(Stored data entries)
———

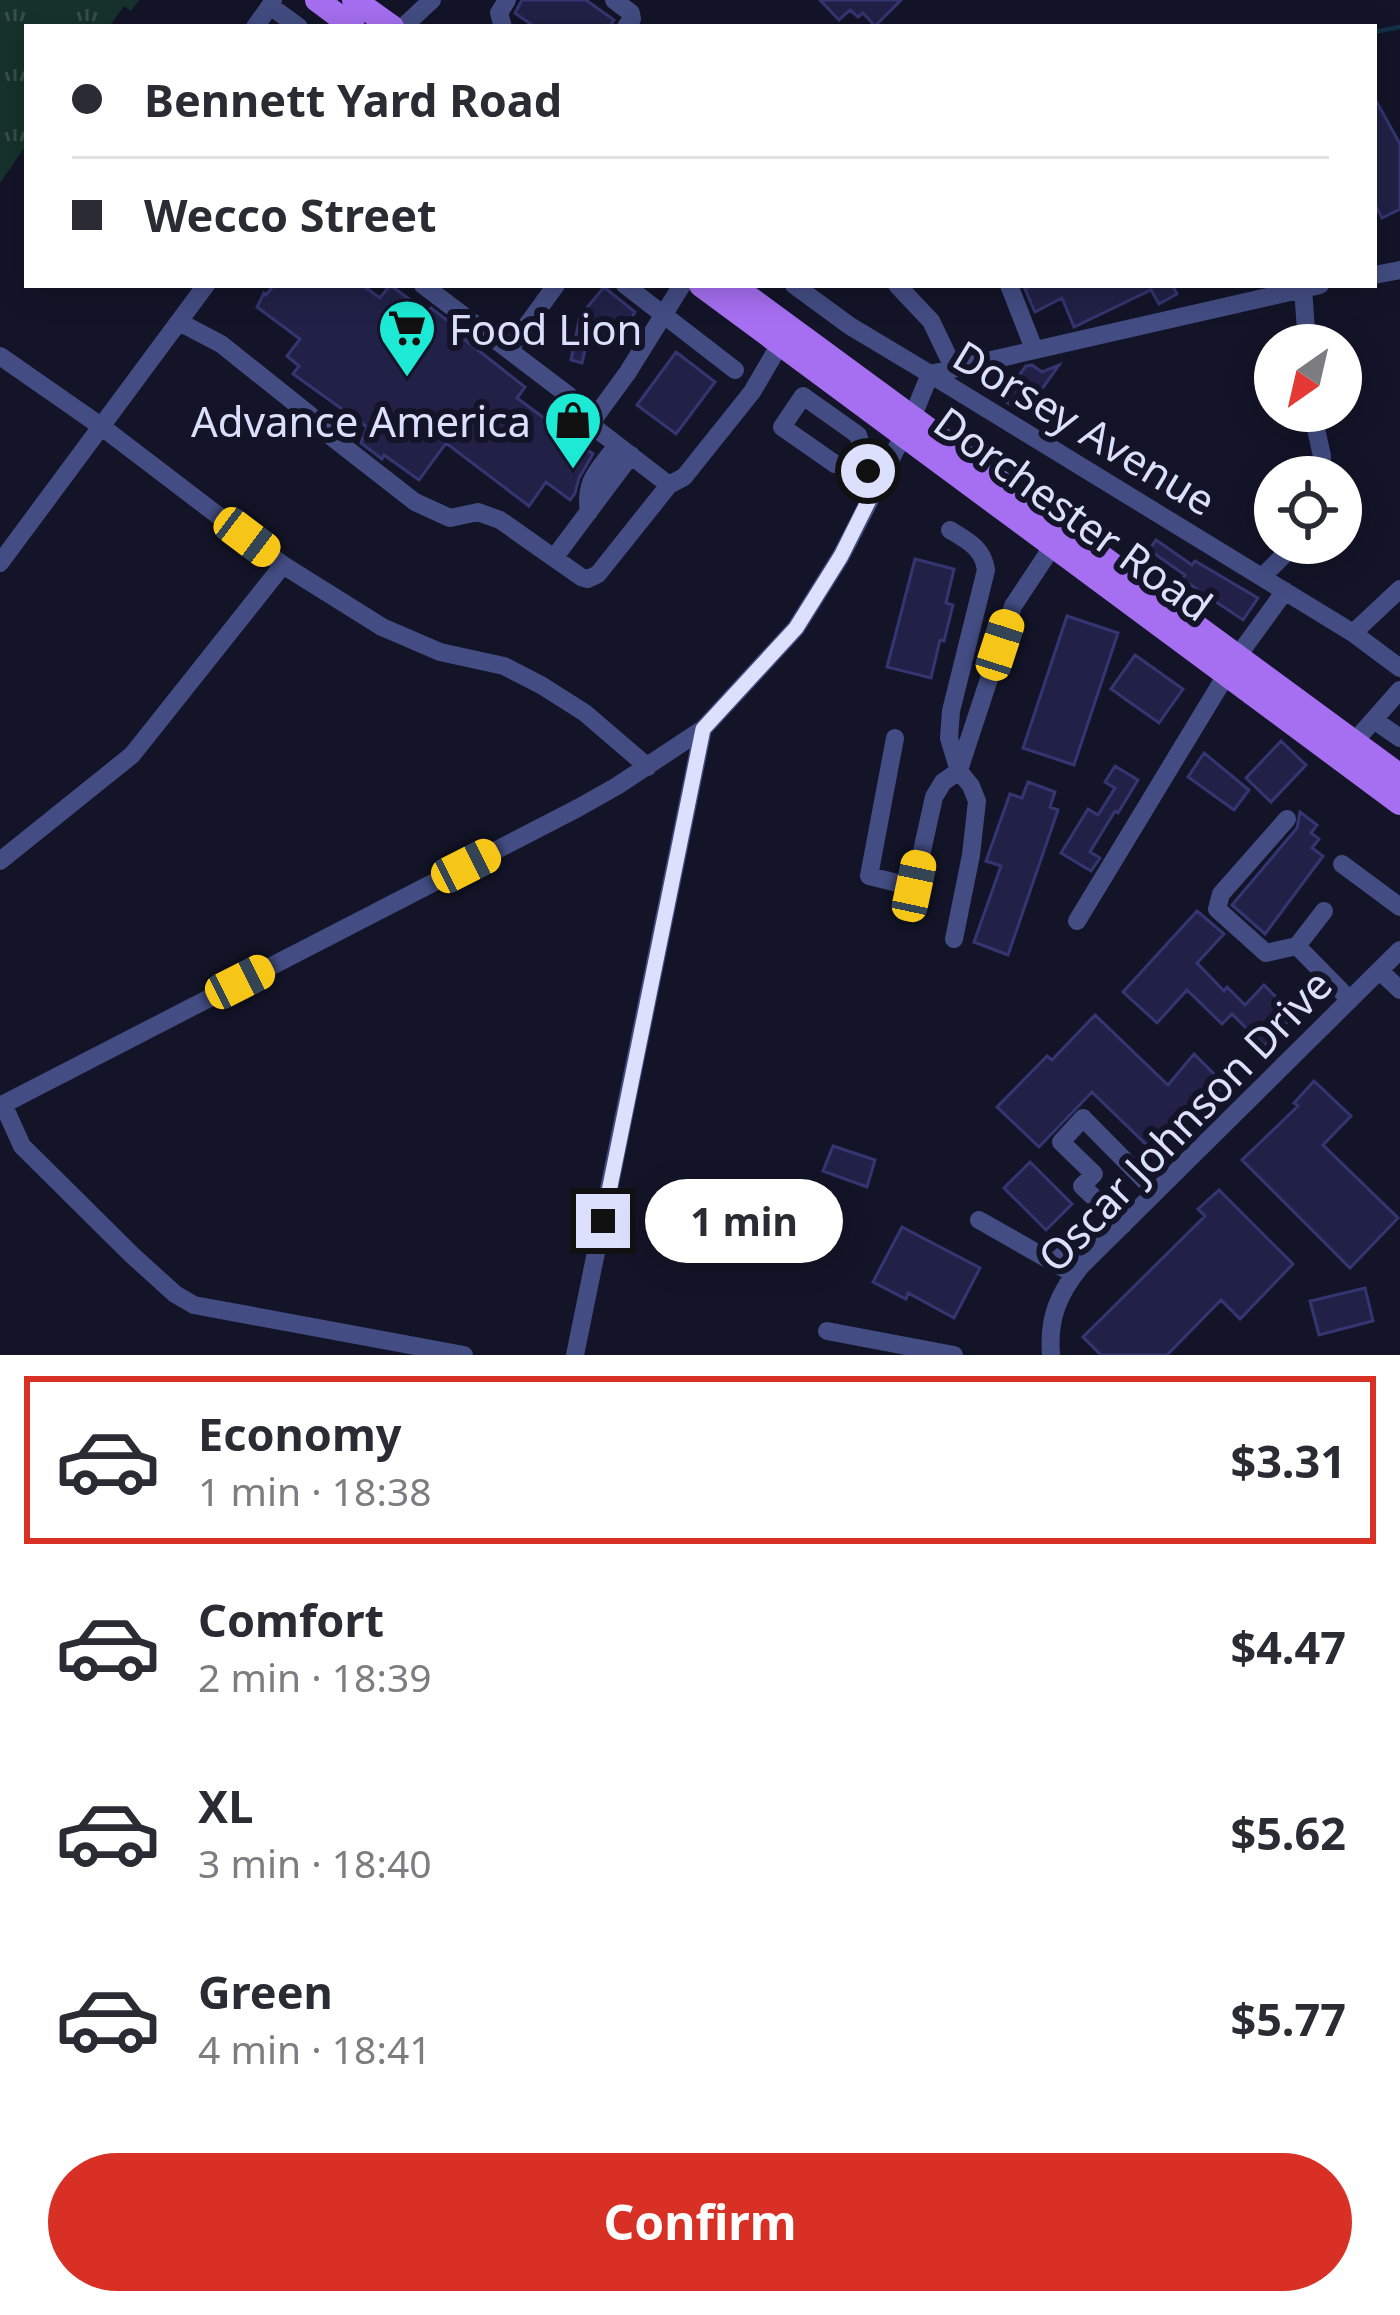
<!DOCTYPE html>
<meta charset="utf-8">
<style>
body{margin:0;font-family:"Noto Sans",sans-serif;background:#f7f7f7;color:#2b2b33;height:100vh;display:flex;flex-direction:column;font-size:45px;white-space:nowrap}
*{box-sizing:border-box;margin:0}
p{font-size:39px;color:#7c7c81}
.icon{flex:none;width:66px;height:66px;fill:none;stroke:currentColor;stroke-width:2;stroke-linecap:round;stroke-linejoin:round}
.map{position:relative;height:1355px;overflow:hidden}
.drawer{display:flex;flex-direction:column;background:#fff;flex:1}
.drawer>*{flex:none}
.banner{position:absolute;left:24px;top:24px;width:1353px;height:264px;border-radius:0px;box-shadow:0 6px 30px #0003;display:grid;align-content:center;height:264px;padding:0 48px;background:#fff}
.needle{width:78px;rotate:214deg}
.controls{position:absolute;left:1254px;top:324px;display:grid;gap:24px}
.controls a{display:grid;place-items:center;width:108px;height:108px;border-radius:50%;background:#fff;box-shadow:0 6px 30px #0003;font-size:60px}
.end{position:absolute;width:54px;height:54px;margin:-27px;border:15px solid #dde0fc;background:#111;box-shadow:0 0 0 6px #111}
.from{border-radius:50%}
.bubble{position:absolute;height:84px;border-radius:42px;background:#fff;box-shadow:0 6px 30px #0003;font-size:39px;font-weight:700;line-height:84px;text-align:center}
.car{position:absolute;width:36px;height:72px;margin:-36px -18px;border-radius:15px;box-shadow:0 0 9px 3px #0007;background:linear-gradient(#f5c518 24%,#345 0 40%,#f5c518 0 76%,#345 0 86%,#f5c518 0)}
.banner b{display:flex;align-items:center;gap:42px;height:114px;font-size:45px}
.banner b+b{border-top:3px solid #e1e1e2}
.banner i{width:30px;height:30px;background:#2b2b33}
ul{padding:21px 0 0;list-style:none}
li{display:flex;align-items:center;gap:36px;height:168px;margin:0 24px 18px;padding:0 24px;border:6px solid transparent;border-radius:0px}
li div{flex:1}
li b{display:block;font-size:45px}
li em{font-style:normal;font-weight:700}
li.active{border-color:#d93025}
li>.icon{width:108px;height:108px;stroke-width:1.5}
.primary-button{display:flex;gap:24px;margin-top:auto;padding:24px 48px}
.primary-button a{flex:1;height:138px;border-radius:72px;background:#d93025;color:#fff;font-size:48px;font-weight:700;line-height:138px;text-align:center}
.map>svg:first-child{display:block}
.grass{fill:url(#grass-tufts)}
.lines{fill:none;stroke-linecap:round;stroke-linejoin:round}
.stream{stroke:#123047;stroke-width:4.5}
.building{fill:#212147;stroke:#353571;stroke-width:3}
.minor{stroke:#434d83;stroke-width:18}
.major{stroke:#a66ff1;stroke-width:24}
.route{stroke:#dde0fc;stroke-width:15}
.labels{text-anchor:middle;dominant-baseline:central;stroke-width:12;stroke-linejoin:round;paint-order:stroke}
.poi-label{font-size:42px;fill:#dde0fc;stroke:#131428;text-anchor:start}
.street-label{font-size:42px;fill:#dde0fc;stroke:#131428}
</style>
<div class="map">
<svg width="1400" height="1355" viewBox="0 0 1400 1355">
<defs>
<pattern id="grass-tufts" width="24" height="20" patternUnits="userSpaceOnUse" patternTransform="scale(3)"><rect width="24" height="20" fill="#16322b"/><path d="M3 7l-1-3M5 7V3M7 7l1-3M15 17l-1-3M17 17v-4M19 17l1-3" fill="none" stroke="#374f4b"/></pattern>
</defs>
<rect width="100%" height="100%" fill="#131428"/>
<path class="grass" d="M0 0H139L131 11 124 6 109 27H27V144L0 183Z"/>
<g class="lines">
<path class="stream" d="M1374 32 1400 27"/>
</g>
<path class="building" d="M522 0H586L614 20 609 27H535L515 13Z
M820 0H901L875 26 863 13 858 17 850 10 839 20Z
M1374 97 1400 144V209L1382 218 1374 203Z
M274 285H362L380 298 390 285 427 312 431 308 468 336 465 340 525 387 517 398 593 454 579 478 575 493 570 500 546 482 529 506 446 443 419 480 384 455 382 459 361 443 367 427 293 374 299 366 287 356 300 339 257 307 264 293 266 295Z
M1033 285H1172L1177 294 1159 304 1151 290 1074 327 1062 298 1035 312 1025 289Z
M604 287 635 312 630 320 632 321 618 340 614 337 609 344 590 329 582 363 571 360 580 316Z
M676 352 715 382 676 434 637 405Z
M1032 365 1042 372 1059 365 1024 414 992 392 1004 375 1014 382 1026 366Z
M1156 540 1192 565 1195 561 1258 598 1243 620 1182 579 1185 575 1149 550Z
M915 559 954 569 946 603 953 605 944 641 940 640 931 678 887 667Z
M1067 616 1118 633 1074 765 1023 748Z
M1135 655 1183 689 1159 723 1111 689Z
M1281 741 1306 765 1271 802 1246 778Z
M1204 753 1249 790 1234 810 1188 777Z
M1115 766 1138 780 1118 813 1115 811 1090 852 1100 858 1091 871 1061 853 1088 809 1098 815 1115 788 1105 782Z
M1028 782 1055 792 1050 807 1058 810 1008 955 974 942 1001 866 986 861 1010 794 1022 798Z
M1300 812 1317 825 1311 833 1319 839 1312 848 1323 856 1265 934 1232 905 1297 828Z
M1197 911 1224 934 1197 963 1224 991 1227 987 1245 1005 1264 985 1294 1015 1264 1046 1232 1014 1222 1024 1187 990 1157 1023 1123 992Z
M1095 1015 1168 1085 1194 1054 1225 1085 1158 1156 1092 1092 1039 1147 997 1107 1047 1056 1052 1060Z
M1314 1081 1351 1116 1323 1145 1398 1218 1350 1268 1242 1160 1298 1106 1294 1103Z
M833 1146 875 1160 867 1187 823 1171Z
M1030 1162 1072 1204 1046 1230 1004 1188Z
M1219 1190 1293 1264 1240 1319 1221 1300 1167 1355H1101L1083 1337 1205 1216 1198 1209Z
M902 1227 980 1268 954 1318 908 1293 906 1299 873 1282Z
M1365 1288 1373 1321 1319 1335 1310 1301Z"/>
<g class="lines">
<path class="minor" d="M273 0 270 6 299 27
M614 0 631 13 632 19 626 27
M255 27 270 6
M403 27 432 0
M503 27 499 13 507 0
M1374 275 1400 270
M423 285 568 395 590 424 669 485 684 477 752 392 780 344
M625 285 735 370
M794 285 850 326 930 374 1353 633 1400 668
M897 285 931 321 954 369
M1009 285 1034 349
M1303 288 1307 345
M179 322 221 344 310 415 329 435 415 502 450 518 478 512 500 520 581 577 588 579 598 574 669 485
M509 350 556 285
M0 356 102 427 283 565 382 627 440 652 504 666 541 685 585 713 648 767
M930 374 1320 285
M1312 411 1322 456 1321 477
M590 424 628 372 682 285
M856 468 862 448 858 435 803 396 782 427 835 464 882 474
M589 512C584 480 599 470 617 445
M950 530C968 541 983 548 986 570L951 711 949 738 959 771 971 786 977 801 971 855 954 939
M554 558 631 455
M0 563 206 285
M1262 577 1296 543
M1353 633 1400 589
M1374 720 1400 738
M895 738 869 876 914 887 934 797 943 782 959 771
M1354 742 1400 690
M959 770 1013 606 1058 538
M1287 819 1221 894 1217 909 1266 953 1297 946
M0 861 132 755 283 565
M1342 864 1400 907
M1324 911 1297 946 1350 1000
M1077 921 1237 657 1285 591
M1380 971 1400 990
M3 1104 22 1146 132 1255 175 1294 194 1305 464 1355
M0 1106 578 808 617 786 703 729 796 628 841 556 912 418 930 374
M979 1220 1074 1274
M1123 1225 1082 1186 1094 1174 1061 1142 1083 1118 1156 1192
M1056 1262 1086 1230
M827 1331 954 1355
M575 1355 703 729
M1051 1355C1048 1319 1058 1294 1081 1266L1400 950"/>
<path class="major" d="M317 0 353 27
M354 0 392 27
M701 285 1400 803
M732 285 1400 776"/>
</g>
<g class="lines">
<path class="route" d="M603 1221 703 729 796 628 841 556 882 474 868 471"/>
</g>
<defs>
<g id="supermarket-pin" transform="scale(3)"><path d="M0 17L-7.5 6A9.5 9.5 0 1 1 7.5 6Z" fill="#1cead5" stroke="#131428"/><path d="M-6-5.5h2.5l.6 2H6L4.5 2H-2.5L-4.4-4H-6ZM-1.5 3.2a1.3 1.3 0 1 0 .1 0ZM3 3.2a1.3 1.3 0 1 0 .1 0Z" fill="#111"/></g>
<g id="shop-pin" transform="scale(3)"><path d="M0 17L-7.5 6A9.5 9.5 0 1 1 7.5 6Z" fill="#1cead5" stroke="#131428"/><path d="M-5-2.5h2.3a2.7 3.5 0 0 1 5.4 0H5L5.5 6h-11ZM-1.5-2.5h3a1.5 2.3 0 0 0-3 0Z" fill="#111"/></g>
</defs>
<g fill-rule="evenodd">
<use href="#supermarket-pin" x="407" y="328"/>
<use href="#shop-pin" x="573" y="420"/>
</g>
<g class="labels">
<g class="poi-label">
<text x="449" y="328">Food Lion</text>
<text x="531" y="420" text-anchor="end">Advance America</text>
</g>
<g class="street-label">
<text transform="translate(1085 427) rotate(31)">Dorsey Avenue</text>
<text transform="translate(1074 513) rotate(36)">Dorchester Road</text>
<text transform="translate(1184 1120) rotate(-46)">Oscar Johnson Drive</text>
</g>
</g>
</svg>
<div class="controls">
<a><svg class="needle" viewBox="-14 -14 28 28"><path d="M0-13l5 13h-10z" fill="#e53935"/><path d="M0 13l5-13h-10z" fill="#7c7c81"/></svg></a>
<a><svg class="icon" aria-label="locate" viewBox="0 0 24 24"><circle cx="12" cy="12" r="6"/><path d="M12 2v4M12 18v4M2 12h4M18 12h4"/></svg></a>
</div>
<i class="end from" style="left:868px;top:471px"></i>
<i class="end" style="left:603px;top:1221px"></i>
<div class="bubble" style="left:645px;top:1179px;width:198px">1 min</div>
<i class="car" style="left:247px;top:537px;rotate:127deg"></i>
<i class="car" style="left:1000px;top:645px;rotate:18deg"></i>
<i class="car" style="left:466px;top:866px;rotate:63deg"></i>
<i class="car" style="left:914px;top:886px;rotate:12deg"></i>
<i class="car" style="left:240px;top:982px;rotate:63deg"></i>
<div class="banner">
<b><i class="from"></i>Bennett Yard Road</b>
<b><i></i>Wecco Street</b>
</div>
</div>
<section class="drawer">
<ul>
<li class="active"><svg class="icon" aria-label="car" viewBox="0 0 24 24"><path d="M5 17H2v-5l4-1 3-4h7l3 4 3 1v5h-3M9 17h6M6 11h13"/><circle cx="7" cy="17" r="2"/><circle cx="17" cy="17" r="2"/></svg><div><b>Economy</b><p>1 min · 18:38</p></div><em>$3.31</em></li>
<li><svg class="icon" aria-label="car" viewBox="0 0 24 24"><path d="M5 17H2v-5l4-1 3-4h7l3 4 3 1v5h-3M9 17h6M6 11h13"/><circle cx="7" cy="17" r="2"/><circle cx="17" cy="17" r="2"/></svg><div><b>Comfort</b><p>2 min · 18:39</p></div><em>$4.47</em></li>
<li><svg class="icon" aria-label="car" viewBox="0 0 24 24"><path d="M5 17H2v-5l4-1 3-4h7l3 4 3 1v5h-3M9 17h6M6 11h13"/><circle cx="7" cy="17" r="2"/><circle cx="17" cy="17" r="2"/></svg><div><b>XL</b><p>3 min · 18:40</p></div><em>$5.62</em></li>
<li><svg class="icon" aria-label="car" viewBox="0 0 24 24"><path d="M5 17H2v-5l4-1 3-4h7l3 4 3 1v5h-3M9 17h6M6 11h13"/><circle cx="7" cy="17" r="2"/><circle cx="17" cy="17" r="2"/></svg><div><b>Green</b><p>4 min · 18:41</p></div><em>$5.77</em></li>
</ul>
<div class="primary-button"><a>Confirm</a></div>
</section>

———

== Try it ==
Each line of the data that contains "bubble" belongs in the answer.

== The answer ==
.bubble{position:absolute;height:84px;border-radius:42px;background:#fff;box-shadow:0 6px 30px #0003;font-size:39px;font-weight:700;line-height:84px;text-align:center}
<div class="bubble" style="left:645px;top:1179px;width:198px">1 min</div>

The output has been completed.